PEPPER JACK BIRDS IN A SESAME BLANKET

INGREDIENTSPepJackBirdsBlank-

4 ounces pepper jack cheese
8 turkey dogs
12 ounce package buttermilk biscuit dough
3/4 teaspoon Poultry MagicTM spice or poultry spice
2 tablespoons butter
3 tablespoons sesame seeds
no-stick spray

SPECIAL UTENSIL

cookie sheet

PREPARATION

Preheat oven to 400 degrees.

Grate pepper jack cheese. Spray cookie sheet with no-stick spray. Divide dough into 8 pieces. Roll out or flatten each dough piece until it is sufficiently long and wide to wrap around a turkey dog. Sprinkle each dough piece with an even amount of cheese and Poultry MagicTM. Press cheese and Poultry MagicTM into dough.

Put a turkey dog near one end of a dough piece and wrap the dough around the turkey dog. Put this creation on a cookie sheet so that the dough overlaps on the bottom Otherwise, the dough might break apart. Egads. Brush dough with butter. Sprinkle dough with sesame seeds. Gently press seeds into surface of dough-wrapped turkey dogs.

Bake in oven at 400 degrees for 8-to-13 minutes (Yes, there is a lot of variation between ovens) or until dough is golden brown. Be sure to watch your pepper jack birds in a sesame blanket to make sure they don’t burn or cook unevenly. You might need to turn them over once if they appear to browning too quickly on the top while remaining doughy on the bottom.

Remove from oven and let cool for several nanoseconds before eating. ☺

TIDBITS

1) The cardinal is a bird. The St. Louis Cardinals use bats when they are at the plate.

2) Bats always turn left when leaving a cave. Why? Is this convention? Manners? Is there no room for artistic expression within the bat community? Is this why we never see bat art collections in the finest galleries? Does Batman always turn left when exiting his hideaway in his Batmobile?

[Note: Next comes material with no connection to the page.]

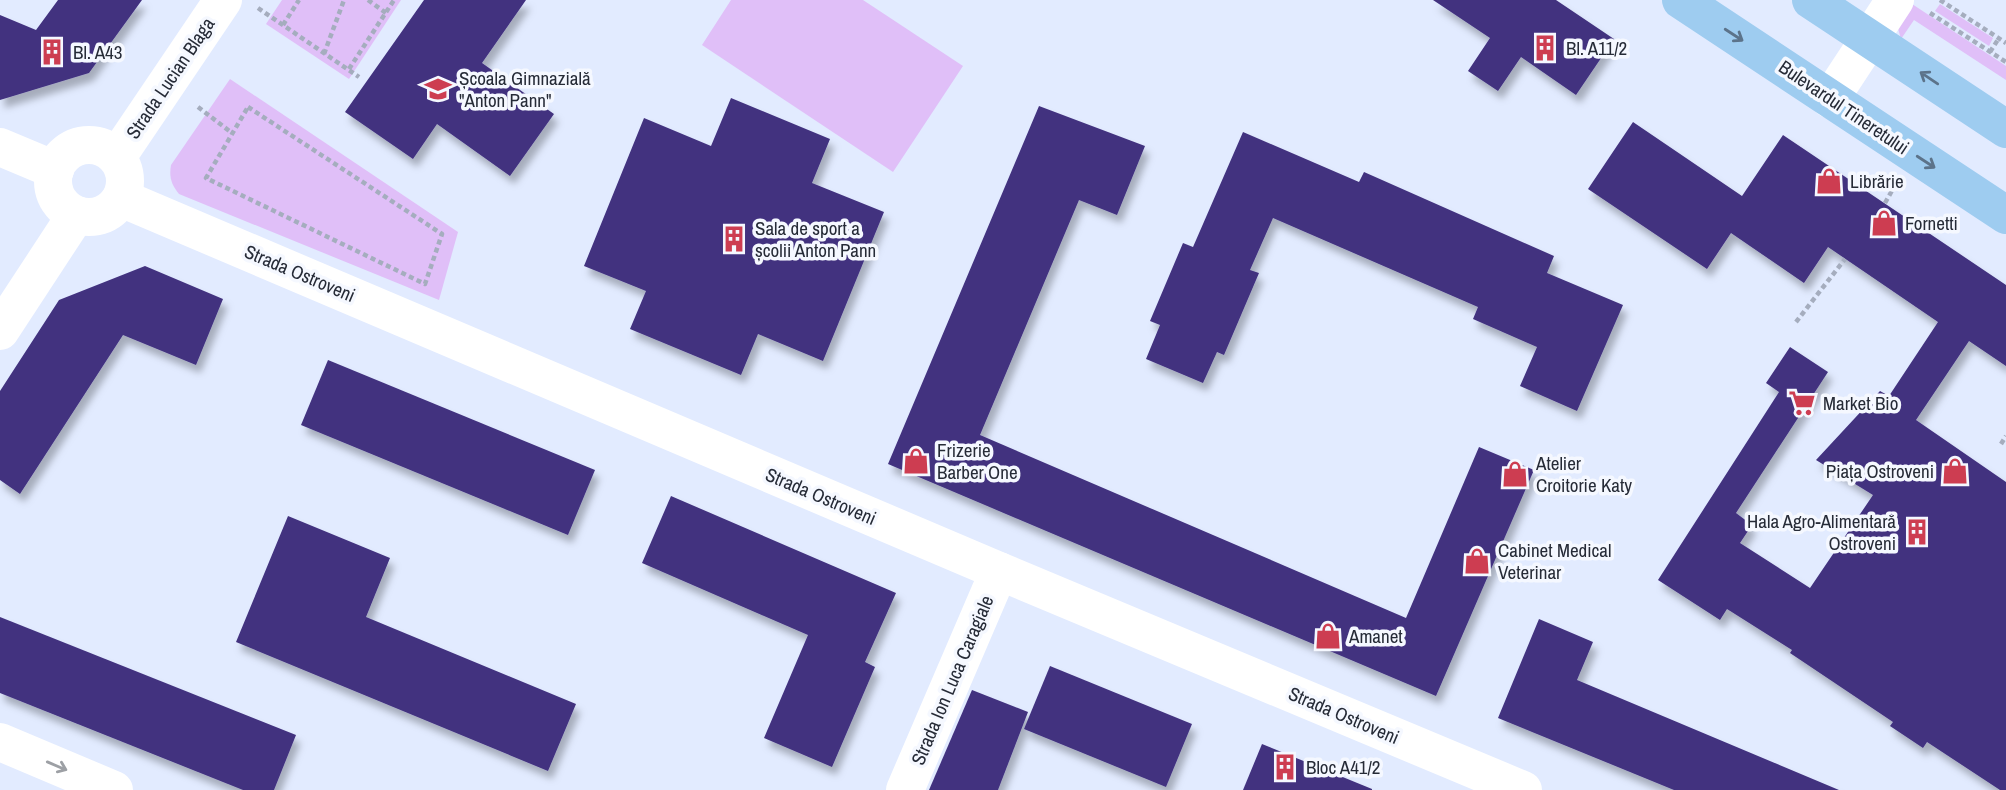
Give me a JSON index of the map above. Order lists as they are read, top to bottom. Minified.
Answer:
{"streets":{"main road":["Bulevardul Tineretului"],"street":["Strada Lucian Blaga","Strada Ostroveni","Strada Ion Luca Caragiale"]},"crossings":[["Strada Lucian Blaga","Strada Ostroveni"],["Strada Ostroveni","Strada Ion Luca Caragiale"]],"places":{"building":["Bl. A11/2","Bl. A43","Sala de sport a școlii Anton Pann","Hala Agro-Alimentară Ostroveni","Bloc A41/2"],"school or university":["Școala Gimnazială \"Anton Pann\""],"shop":["Librărie","Fornetti","Frizerie Barber One","Piața Ostroveni","Atelier Croitorie Katy","Cabinet Medical Veterinar","Amanet"],"supermarket":["Market Bio"]}}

3) The New Zealand Kea bird feasts on rubber strips around car windows. Can we use this knowledge to dispose of discarded rubber?

4) More than 10,000 birds a year die from colliding with windows. On the other wing, bird collisions have been known to bring down airplanes. Israel has lost more fighter planes to birds than it has in all its wars.

5) Chickens can run at a speed of 9 miles per hour. This figure is for short distances only. Chickens do not possess the stamina for the marathon or even the mile. The human record for the 100-yard dash is 9.2 seconds, or 23 miles per hour. So even if you are only half as fast as that, you will be able to outdistance any enraged chicken.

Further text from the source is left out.